§ WHAT THIS TASK INVOLVES:
Filter these entries down to lines holding "hidden".

§ RECORDS FOR THIS EXERCISE:
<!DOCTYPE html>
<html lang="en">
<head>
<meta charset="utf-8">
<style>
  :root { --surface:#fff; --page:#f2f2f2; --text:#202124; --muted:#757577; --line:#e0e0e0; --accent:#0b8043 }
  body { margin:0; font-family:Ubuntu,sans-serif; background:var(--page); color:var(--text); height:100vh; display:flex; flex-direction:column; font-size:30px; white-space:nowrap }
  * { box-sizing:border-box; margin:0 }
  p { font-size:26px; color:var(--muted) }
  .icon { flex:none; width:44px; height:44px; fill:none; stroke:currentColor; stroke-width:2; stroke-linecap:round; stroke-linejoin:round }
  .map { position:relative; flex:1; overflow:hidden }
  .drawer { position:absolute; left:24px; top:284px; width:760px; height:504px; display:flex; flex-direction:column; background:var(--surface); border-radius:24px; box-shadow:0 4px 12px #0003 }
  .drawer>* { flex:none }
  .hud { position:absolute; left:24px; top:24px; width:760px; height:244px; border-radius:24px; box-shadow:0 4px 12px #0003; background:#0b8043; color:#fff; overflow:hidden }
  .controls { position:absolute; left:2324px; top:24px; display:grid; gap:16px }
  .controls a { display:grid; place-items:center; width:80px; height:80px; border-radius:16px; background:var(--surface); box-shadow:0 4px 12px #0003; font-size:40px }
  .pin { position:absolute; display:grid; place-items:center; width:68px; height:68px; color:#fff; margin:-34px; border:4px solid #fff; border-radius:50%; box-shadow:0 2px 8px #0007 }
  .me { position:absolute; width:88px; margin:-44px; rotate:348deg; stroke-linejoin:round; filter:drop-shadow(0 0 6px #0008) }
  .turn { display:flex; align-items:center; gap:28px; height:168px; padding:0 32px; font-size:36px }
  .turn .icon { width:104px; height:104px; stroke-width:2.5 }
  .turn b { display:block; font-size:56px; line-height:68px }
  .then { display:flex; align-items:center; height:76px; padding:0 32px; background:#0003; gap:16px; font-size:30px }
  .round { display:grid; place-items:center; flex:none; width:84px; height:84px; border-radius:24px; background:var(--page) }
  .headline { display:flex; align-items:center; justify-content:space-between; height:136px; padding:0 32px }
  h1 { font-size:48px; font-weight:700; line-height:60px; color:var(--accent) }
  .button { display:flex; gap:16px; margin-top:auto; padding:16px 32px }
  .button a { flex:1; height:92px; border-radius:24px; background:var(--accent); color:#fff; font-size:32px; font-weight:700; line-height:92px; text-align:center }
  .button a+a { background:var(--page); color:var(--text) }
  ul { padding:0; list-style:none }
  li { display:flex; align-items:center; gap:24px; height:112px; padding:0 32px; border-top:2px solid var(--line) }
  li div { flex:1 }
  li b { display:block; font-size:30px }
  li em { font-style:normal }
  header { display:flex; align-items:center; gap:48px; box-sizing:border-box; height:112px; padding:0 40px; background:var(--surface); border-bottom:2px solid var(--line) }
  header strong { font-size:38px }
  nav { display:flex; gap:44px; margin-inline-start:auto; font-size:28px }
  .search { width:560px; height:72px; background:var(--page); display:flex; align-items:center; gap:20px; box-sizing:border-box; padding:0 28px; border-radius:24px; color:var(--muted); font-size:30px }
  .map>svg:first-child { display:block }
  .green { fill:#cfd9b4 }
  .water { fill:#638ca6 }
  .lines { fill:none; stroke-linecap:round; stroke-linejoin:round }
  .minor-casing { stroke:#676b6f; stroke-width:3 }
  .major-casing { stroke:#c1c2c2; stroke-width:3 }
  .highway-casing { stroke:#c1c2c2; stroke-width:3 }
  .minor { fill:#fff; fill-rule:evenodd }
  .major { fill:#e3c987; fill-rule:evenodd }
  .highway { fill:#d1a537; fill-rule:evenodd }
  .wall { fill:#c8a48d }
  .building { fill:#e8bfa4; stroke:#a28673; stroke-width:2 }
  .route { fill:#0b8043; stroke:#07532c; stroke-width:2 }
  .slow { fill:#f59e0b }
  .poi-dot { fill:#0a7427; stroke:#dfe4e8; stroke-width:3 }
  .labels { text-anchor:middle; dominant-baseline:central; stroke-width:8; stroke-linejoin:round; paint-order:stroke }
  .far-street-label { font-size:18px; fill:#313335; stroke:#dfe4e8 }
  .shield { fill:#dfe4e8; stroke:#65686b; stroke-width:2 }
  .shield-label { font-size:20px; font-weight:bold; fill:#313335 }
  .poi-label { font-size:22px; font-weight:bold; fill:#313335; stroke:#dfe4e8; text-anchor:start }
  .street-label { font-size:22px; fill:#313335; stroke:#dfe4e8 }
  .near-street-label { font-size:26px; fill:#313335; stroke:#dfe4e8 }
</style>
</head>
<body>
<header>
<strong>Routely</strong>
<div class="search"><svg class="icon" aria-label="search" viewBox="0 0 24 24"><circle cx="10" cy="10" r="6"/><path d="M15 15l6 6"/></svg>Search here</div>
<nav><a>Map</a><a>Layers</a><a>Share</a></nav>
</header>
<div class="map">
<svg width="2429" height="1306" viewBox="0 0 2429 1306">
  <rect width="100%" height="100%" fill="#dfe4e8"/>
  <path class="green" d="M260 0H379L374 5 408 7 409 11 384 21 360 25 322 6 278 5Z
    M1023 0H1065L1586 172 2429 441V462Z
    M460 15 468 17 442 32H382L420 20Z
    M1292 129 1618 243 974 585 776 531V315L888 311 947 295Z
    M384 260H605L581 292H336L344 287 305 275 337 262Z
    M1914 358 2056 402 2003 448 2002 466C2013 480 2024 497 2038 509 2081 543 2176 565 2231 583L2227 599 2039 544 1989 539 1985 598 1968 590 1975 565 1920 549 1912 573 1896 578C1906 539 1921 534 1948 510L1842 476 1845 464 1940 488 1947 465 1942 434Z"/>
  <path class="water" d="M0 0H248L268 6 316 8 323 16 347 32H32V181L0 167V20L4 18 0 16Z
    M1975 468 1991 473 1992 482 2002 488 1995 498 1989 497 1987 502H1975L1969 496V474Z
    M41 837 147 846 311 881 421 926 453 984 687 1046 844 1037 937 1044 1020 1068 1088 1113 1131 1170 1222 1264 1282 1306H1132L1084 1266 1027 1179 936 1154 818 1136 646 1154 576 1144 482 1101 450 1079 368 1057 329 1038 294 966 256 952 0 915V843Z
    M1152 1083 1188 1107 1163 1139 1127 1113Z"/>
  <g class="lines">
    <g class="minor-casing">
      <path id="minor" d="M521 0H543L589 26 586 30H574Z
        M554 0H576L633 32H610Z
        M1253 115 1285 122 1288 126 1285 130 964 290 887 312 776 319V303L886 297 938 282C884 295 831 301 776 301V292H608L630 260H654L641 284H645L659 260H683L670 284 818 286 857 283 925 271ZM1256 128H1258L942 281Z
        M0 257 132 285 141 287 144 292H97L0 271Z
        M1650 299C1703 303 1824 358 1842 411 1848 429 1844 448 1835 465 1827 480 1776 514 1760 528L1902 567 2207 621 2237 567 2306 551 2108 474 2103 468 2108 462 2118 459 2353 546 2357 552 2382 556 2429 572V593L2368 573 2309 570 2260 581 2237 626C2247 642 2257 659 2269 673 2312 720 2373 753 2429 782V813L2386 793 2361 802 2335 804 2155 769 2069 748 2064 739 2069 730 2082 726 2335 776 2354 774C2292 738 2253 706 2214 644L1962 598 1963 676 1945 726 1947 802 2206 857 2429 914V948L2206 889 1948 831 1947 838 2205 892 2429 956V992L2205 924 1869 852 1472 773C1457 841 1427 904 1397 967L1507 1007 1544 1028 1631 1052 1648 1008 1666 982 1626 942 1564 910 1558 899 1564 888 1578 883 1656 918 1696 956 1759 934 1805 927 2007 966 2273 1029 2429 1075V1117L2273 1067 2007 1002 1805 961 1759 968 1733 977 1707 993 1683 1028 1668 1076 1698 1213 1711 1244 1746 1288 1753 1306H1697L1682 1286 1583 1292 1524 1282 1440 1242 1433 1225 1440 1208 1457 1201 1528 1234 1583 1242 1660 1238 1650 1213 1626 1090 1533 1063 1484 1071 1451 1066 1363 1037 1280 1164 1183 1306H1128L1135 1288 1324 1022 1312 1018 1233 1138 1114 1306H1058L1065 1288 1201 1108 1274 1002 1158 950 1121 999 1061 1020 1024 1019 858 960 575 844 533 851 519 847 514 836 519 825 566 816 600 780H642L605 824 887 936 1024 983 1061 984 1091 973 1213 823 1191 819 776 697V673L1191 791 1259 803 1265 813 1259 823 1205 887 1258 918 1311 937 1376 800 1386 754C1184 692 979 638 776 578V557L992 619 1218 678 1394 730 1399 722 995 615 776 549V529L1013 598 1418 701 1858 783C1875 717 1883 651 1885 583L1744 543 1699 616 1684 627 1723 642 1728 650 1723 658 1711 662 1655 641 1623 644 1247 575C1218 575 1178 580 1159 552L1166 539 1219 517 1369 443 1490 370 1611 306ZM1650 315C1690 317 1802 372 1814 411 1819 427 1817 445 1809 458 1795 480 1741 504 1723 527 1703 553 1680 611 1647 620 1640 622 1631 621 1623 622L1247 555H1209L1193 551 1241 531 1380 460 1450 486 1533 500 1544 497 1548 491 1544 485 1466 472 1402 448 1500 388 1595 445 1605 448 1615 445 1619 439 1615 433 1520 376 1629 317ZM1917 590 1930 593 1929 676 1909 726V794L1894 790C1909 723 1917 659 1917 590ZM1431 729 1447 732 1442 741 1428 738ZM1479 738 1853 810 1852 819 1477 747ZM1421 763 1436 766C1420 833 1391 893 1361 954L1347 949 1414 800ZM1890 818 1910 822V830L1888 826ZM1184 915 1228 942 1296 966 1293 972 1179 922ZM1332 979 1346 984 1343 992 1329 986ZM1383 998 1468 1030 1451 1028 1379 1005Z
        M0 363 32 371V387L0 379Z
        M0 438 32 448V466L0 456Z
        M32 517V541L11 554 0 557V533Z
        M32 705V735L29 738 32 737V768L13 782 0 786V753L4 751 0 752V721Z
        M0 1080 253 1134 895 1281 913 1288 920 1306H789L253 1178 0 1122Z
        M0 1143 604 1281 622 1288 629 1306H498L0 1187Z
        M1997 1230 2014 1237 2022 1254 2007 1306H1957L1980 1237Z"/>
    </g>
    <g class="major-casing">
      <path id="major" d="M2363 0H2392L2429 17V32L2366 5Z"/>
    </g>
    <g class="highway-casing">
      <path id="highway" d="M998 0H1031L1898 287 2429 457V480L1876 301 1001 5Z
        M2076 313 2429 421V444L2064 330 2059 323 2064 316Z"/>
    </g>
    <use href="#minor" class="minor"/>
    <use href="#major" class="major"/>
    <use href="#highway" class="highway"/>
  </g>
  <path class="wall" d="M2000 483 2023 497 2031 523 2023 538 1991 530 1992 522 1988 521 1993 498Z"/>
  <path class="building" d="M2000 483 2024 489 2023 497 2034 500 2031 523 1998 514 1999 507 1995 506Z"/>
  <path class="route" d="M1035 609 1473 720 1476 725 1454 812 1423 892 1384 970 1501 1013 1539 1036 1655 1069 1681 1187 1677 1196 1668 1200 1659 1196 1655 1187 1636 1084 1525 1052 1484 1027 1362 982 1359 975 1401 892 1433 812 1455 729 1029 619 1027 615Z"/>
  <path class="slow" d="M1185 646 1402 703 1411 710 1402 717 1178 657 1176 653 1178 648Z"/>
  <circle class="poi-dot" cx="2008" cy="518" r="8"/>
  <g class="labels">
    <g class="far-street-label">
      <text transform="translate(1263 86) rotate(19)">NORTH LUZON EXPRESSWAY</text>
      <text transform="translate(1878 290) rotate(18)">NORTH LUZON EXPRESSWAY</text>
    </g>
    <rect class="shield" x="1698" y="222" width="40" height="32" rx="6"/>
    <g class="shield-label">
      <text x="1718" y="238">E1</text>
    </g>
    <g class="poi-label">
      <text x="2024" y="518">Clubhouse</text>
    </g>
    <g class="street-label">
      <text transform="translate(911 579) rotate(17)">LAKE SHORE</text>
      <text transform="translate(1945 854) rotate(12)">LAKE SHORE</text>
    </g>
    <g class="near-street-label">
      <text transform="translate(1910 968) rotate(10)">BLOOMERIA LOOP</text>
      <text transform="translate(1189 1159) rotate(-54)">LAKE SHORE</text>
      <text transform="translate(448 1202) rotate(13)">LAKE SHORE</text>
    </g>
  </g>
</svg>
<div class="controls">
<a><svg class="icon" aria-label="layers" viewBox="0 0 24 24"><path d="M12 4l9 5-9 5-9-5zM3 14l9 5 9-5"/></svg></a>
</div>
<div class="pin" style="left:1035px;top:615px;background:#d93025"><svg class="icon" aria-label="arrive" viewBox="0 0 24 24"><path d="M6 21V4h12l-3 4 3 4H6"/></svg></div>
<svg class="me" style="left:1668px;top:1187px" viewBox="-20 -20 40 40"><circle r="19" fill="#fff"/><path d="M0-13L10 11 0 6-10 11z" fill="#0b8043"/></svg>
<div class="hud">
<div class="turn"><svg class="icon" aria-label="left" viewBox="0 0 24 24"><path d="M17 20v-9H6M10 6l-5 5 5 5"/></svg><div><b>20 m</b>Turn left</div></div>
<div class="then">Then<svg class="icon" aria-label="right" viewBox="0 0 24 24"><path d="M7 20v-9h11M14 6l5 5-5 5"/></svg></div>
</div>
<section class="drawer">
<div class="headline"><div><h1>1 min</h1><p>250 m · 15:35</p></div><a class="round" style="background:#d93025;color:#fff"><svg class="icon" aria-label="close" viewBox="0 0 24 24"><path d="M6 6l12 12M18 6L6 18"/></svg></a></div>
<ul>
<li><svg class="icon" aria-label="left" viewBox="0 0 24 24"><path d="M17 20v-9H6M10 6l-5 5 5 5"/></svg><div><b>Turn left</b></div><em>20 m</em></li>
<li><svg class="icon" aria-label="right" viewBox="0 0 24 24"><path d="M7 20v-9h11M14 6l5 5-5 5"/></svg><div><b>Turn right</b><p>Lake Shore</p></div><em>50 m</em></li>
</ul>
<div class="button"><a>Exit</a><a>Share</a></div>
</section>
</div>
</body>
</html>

§ SOLUTION TO THE PROBLEM:
  .map { position:relative; flex:1; overflow:hidden }
  .hud { position:absolute; left:24px; top:24px; width:760px; height:244px; border-radius:24px; box-shadow:0 4px 12px #0003; background:#0b8043; color:#fff; overflow:hidden }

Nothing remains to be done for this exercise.